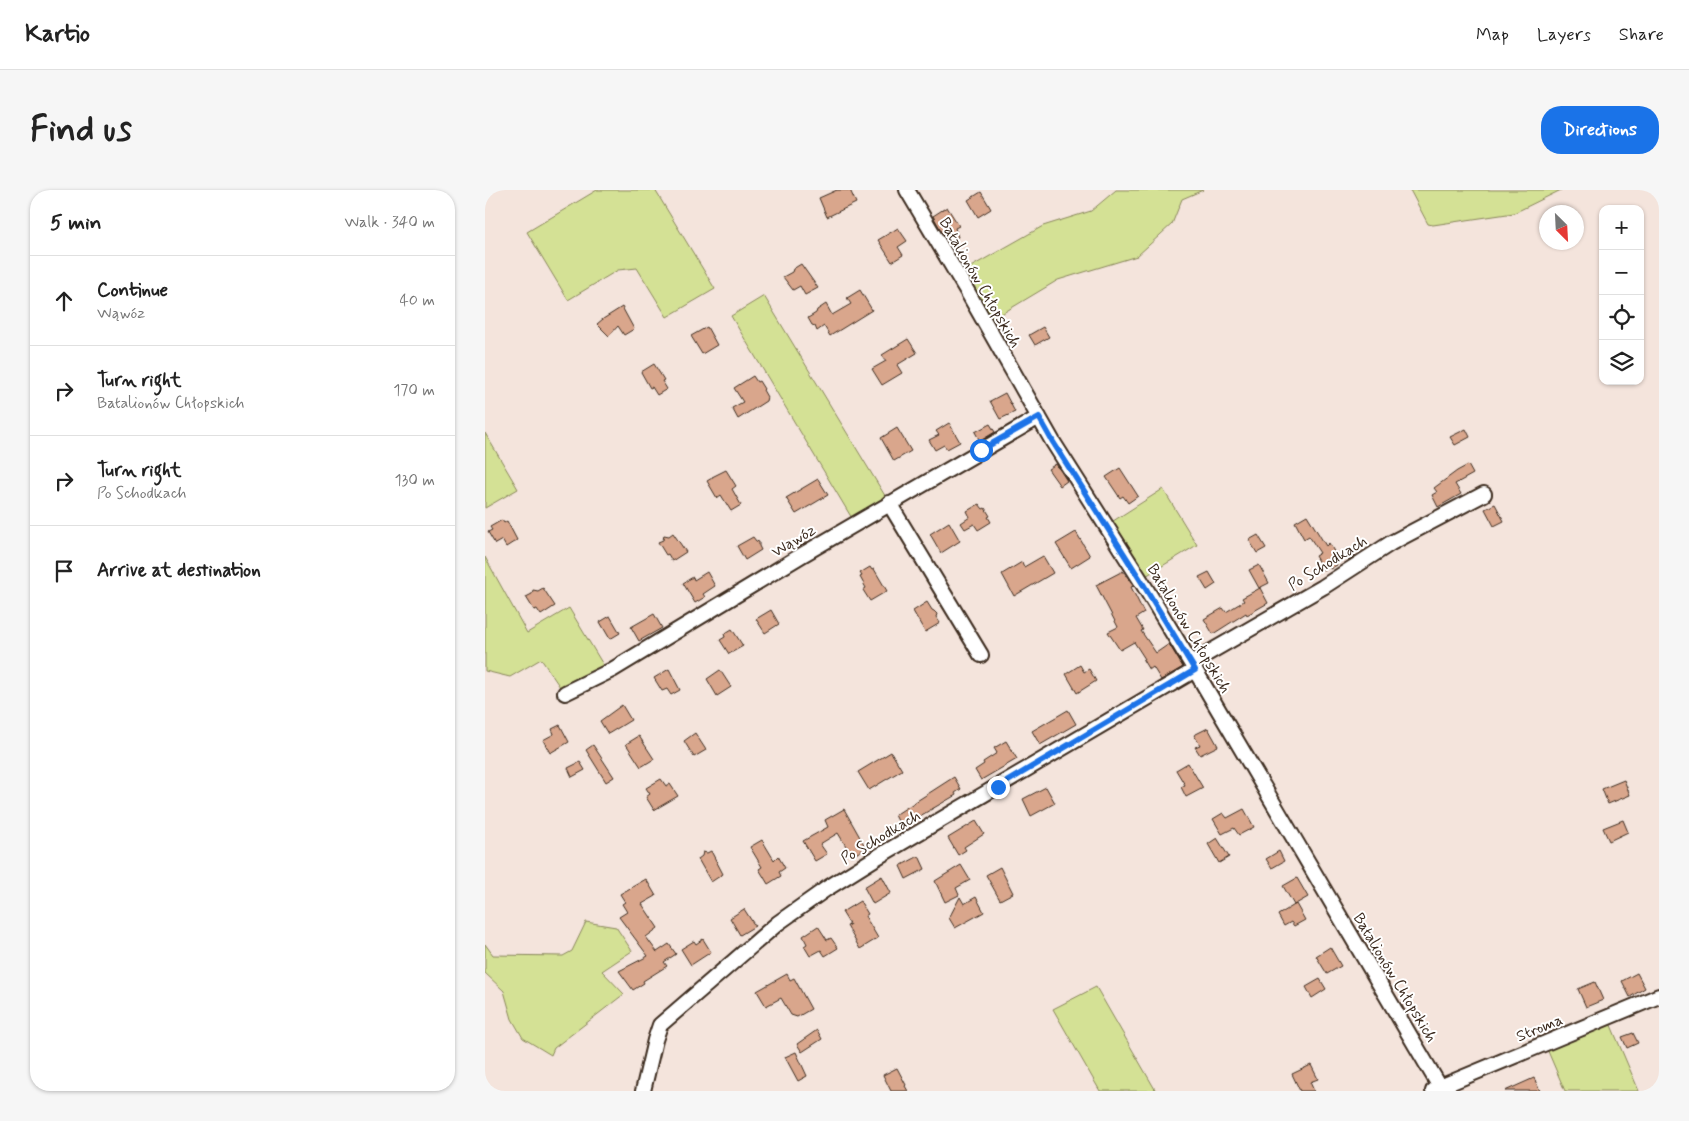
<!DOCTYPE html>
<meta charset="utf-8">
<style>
body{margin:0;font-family:Mynerve,sans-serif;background:#f6f6f6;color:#222}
.controls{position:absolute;right:15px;top:15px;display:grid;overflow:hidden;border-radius:10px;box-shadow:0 1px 4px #0004}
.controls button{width:45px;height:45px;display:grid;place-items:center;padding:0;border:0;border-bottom:1px solid #e0e0e0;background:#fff;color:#222;font:25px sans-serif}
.compass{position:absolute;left:1054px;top:15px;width:45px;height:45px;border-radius:50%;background:#fff;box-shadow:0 1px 4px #0004;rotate:156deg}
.stop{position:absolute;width:15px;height:15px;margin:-11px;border:4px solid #1a73e8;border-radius:50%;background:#fff}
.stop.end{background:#1a73e8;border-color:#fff;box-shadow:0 1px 5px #0008}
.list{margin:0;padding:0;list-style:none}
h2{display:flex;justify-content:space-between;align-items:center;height:65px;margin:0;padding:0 20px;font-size:21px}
h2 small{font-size:16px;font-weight:400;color:#767676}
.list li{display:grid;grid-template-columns:32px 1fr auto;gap:15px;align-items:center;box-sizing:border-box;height:90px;padding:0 20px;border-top:1px solid #e0e0e0}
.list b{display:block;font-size:19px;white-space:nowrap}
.list p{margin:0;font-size:16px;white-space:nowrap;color:#767676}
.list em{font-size:16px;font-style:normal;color:#767676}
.icon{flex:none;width:28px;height:28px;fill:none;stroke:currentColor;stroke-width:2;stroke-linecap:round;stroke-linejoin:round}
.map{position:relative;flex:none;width:1174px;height:901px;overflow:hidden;border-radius:20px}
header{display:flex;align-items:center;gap:30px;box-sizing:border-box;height:70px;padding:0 25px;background:#fff;border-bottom:1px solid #e0e0e0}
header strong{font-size:24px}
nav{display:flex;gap:28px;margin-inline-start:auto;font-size:18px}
.intro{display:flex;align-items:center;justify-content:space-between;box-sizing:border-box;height:120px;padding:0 30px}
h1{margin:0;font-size:35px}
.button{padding:12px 22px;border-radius:20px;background:#1a73e8;color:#fff;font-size:18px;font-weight:700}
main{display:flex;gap:30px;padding:0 30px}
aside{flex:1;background:#fff;border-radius:20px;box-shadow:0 1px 4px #0004}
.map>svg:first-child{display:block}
.green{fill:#d4e195;stroke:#88865a}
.building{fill:#d9a68c;stroke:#3b2a1e}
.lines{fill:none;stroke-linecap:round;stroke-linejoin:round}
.minor-casing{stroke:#3b2a1e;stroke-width:18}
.minor{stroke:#fff;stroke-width:14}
.route{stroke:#1a73e8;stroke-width:6}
.labels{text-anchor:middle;stroke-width:4;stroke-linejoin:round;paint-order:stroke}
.street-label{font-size:16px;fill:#3b2a1e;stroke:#fff}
</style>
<header>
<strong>Kartio</strong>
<nav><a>Map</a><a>Layers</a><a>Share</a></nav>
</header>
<div class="intro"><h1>Find us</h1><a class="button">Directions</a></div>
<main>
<aside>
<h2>5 min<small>Walk · 340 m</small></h2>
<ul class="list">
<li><svg class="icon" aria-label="ahead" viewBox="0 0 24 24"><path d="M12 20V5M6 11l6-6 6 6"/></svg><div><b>Continue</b><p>Wąwóz</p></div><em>40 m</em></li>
<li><svg class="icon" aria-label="right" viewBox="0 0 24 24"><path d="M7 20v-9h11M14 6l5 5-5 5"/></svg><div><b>Turn right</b><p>Batalionów Chłopskich</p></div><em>170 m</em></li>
<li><svg class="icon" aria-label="right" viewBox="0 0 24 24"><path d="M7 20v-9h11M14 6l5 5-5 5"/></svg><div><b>Turn right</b><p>Po Schodkach</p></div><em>130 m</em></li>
<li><svg class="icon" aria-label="arrive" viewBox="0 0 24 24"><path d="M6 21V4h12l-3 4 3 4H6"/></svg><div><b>Arrive at destination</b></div></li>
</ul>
</aside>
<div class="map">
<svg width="1174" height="901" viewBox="0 0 1174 901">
<rect width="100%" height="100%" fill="#f4e4dc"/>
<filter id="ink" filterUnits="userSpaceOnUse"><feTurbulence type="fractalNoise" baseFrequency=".02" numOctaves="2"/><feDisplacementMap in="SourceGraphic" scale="10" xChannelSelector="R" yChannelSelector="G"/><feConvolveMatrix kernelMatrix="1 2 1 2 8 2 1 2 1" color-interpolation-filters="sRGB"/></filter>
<g filter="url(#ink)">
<!-- green -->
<path class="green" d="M112,0H170L230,99L182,127L152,78L133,80L83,110L42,42Z
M631,0H718L697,9L687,34L652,66L573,90L503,132L475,83L558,36L606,21Z
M925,0H1076L1029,23L948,35L943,34Z
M279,106L402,309L368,330L246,126Z
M0,243L33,299L0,318Z
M678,299L712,355L659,387L625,333Z
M0,367L42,443L84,418L120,478L77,500L56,469L25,487L0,481Z
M101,732L131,737L147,761L117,781L139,804L69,858L66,865L38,848L27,829L19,801L0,783V754L8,765L78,766L87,761Z
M611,797L671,901H615L568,819Z
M1125,833L1154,901H1080L1062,859Z"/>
<!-- building -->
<path class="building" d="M352,0H365L371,13L342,27L334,8Z
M496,2L506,19L493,27L483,10Z
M462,17L474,36L470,38L473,47L463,53L448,26Z
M413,38L422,51L413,57L418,65L407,72L393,50Z
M316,74L333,98L320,105L315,96L308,100L298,87L307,82L308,79Z
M375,100L387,120L345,146L339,136L332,141L330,136L327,135L323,128L331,123L332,120L341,114L347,125L366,114L362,108Z
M137,117L149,139L139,145L133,136L124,146L112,134L118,129Z
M222,137L232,155L217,164L206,146Z
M558,137L564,147L550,155L544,145Z
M423,149L432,163L412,175L417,183L397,195L387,179L401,171L397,165Z
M169,174L179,190L177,191L182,199L172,205L167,197L165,198L156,182Z
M268,186L272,192L274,191L279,199L278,200L282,207L281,211L253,229L247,218L258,212L249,198Z
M520,203L530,222L515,229L505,211Z
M464,233L475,252L462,259L459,255L450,260L444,250L454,245L451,241Z
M505,234L510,242L495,251L490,242Z
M412,238L426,261L409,271L396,248Z
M981,239L985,247L970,255L965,247Z
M571,274L582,291L575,296L563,279Z
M983,275L988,284L970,294L976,304L953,317L947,305L952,302L949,298L972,281Z
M635,278L653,306L643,313L638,306L635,308L621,287Z
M241,280L251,296L247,299L256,315L246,321L236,305L232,308L222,291L227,288V287Z
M333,289L343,305L311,324L301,308Z
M494,314L498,319L500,318L505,326L503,327L506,332L493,340L489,334L480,339L476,333L485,327L482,321Z
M1010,314L1019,331L1009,336L1000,319Z
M822,325L841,356L844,353L854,370L850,372L852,375L845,379L844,376L838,380L830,366L835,363L824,346L819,349L810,332Z
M17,330L19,333L22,331L32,350L21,357L17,350L10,354L3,342L7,340L5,337Z
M464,332L475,351L456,363L445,344Z
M591,342L605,366L586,378L571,354Z
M188,343L201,362L187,371L183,364L181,365L173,352L178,350L179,345L184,346Z
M773,345L781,358L772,363L764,350Z
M268,347L271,351L274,352V356L276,360L260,370L252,356Z
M558,366L568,383L529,406L517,384L537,372L539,377Z
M774,375L784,393L774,398L764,380Z
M385,377L387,380L389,379L402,401L385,411L378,400L381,398L375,387L377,386L375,383Z
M638,381L649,396L646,397L659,423L651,428L658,440L656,441L671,463L684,454L698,477L676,490L668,477L664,480L658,470L660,469L649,452L635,460L623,442L633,437L611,395Z
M222,382L230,396L218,404L220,407L210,413L198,393L208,387L209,390Z
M724,382L731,394L722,400L714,387Z
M58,398L70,416L56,425L52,419L49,420L41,407L47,404L48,400L53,401Z
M775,398L783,413L762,425L761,423L728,444L719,429L738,418L741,422L759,411L757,408Z
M442,412L447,420L449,421L452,424L451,427L455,433L440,442L428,421Z
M286,420L294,434L280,443L271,429Z
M169,424L177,438L154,451L146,437Z
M125,426L135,443L125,449L115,432Z
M247,439L258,456L244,464L235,450L240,447L239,444Z
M595,475L599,482L604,479L611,491L592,503L581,484Z
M184,479L195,500L186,505L182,499L177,501L169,488Z
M235,480L246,497L232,506L222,489Z
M137,515L146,530L123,544L115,531Z
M583,520L591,534L555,555L547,541Z
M75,535L84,552L65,563L58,550L69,544L67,539Z
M723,538L733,556L715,565L710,557L715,555L709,545Z
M210,543L221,560L209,567L199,551Z
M154,546L169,569L156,577L141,554Z
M521,551L532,569L496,590L490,580L499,574L498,572L512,563L509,558Z
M108,555L129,587L121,592L101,560Z
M406,562L417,580L384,600L373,582Z
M95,572L100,580L87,587L83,578Z
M703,573L718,598L701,607L696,597L700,595L691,580Z
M469,587L476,599L470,603L471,605L416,637L410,625Z
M176,589L181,596L185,594L193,606L169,620L161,607L165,604L161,598Z
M1139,590L1145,605L1123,614L1117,599Z
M561,597L570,613L546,626L538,609Z
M359,619L381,658L367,666L353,643L335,654L342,664L330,671L318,651L343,637L340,630Z
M759,619L769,637L754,645L749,638L737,644L728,629L738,623L742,628Z
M1138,630L1143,642L1124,651L1118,638Z
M491,631L499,644L479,657L481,660L473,665L463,648Z
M732,648L744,667L734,673L723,654Z
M277,650L289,670L293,666L300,678L294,682L296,686L283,694L274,679L277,677L265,657Z
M226,661L238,684L226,692L213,669L217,666L218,662L222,663Z
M794,661L799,671L787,678L781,669Z
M434,666L440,679L421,689L415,676Z
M476,675L485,690L471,698L474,705L460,712L450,691Z
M515,677L528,703L515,710L501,685Z
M397,686L406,703L388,714L379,697Z
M812,688L823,707L809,715L798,696Z
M161,689L171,706L157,714L173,738L161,747L172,762L184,754L191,764L179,772L182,776L158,791L159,793L148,800L134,781L163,766L134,727L142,722L137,714L140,712L135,704Z
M475,707L479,714L491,707L499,722L470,738L464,728Z
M375,711L383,724L380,726L393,748L375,759L362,736L365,735L357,722Z
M811,714L820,730L809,736L806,732L799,736L793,725Z
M259,719L270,736L255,745L245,728Z
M333,736L342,750L346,748L353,758L340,766L336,760L325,766L319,756L322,754L318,746Z
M218,749L226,762L206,775L196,759L209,751L211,754Z
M845,757L856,776L842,784L831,766Z
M1152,783L1160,798L1145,807L1137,791Z
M302,784L305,790L309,788L326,819L312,827L306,825L296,808L281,816L272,801Z
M835,789L841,799L827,808L821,797Z
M1110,792L1118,810L1101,817L1093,799Z
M332,840L337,849L317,862L312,854Z
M1148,843L1153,853L1142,858L1137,847Z
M311,862L322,886L313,891L300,867Z
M826,875L833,889L825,892L829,901H815L807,884Z
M412,878L421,895L420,896L423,901H406L398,885Z
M1049,888L1055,901H1020Z"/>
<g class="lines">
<!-- minor casing -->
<g class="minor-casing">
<path id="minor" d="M422,0L482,101L568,252L658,394L710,480L955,897
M404,313L496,465
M706,473L838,397L906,353L999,304
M80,503L127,480L317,365L554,227
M158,901L170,850L175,835L293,733L341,699L389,669L710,480
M948,901L955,897L1174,806"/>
</g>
<!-- minor -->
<use href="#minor" class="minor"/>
</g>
</g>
<g class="lines" filter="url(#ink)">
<!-- route -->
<path class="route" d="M496,260L554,227L568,252L658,394L710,480L513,597"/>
</g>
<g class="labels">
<!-- street labels -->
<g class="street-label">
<text transform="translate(496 92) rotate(60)" y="6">Batalionów Chłopskich</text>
<text transform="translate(308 350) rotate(-31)" y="6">Wąwóz</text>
<text transform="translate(842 372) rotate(-32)" y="6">Po Schodkach</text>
<text transform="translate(705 438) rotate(59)" y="6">Batalionów Chłopskich</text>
<text transform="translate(395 646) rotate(-31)" y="6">Po Schodkach</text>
<text transform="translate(911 787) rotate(59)" y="6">Batalionów Chłopskich</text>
<text transform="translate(1054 837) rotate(-22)" y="6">Stroma</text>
</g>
</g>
</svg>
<div class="controls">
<button>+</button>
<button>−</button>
<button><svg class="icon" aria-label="locate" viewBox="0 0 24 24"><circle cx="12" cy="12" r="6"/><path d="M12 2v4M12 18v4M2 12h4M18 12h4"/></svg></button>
<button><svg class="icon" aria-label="layers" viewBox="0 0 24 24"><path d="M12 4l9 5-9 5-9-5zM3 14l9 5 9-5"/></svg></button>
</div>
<svg class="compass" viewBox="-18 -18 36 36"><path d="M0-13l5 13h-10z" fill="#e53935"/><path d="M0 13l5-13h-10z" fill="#767676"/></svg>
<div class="stop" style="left:496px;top:260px"></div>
<div class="stop end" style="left:513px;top:597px"></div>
</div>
</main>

---*---

Extract every line from the one containing "<button>−</button>" through the last line of the data, inclusive, exactly as written.

• _EXERCISE SOLUTION_:
<button>−</button>
<button><svg class="icon" aria-label="locate" viewBox="0 0 24 24"><circle cx="12" cy="12" r="6"/><path d="M12 2v4M12 18v4M2 12h4M18 12h4"/></svg></button>
<button><svg class="icon" aria-label="layers" viewBox="0 0 24 24"><path d="M12 4l9 5-9 5-9-5zM3 14l9 5 9-5"/></svg></button>
</div>
<svg class="compass" viewBox="-18 -18 36 36"><path d="M0-13l5 13h-10z" fill="#e53935"/><path d="M0 13l5-13h-10z" fill="#767676"/></svg>
<div class="stop" style="left:496px;top:260px"></div>
<div class="stop end" style="left:513px;top:597px"></div>
</div>
</main>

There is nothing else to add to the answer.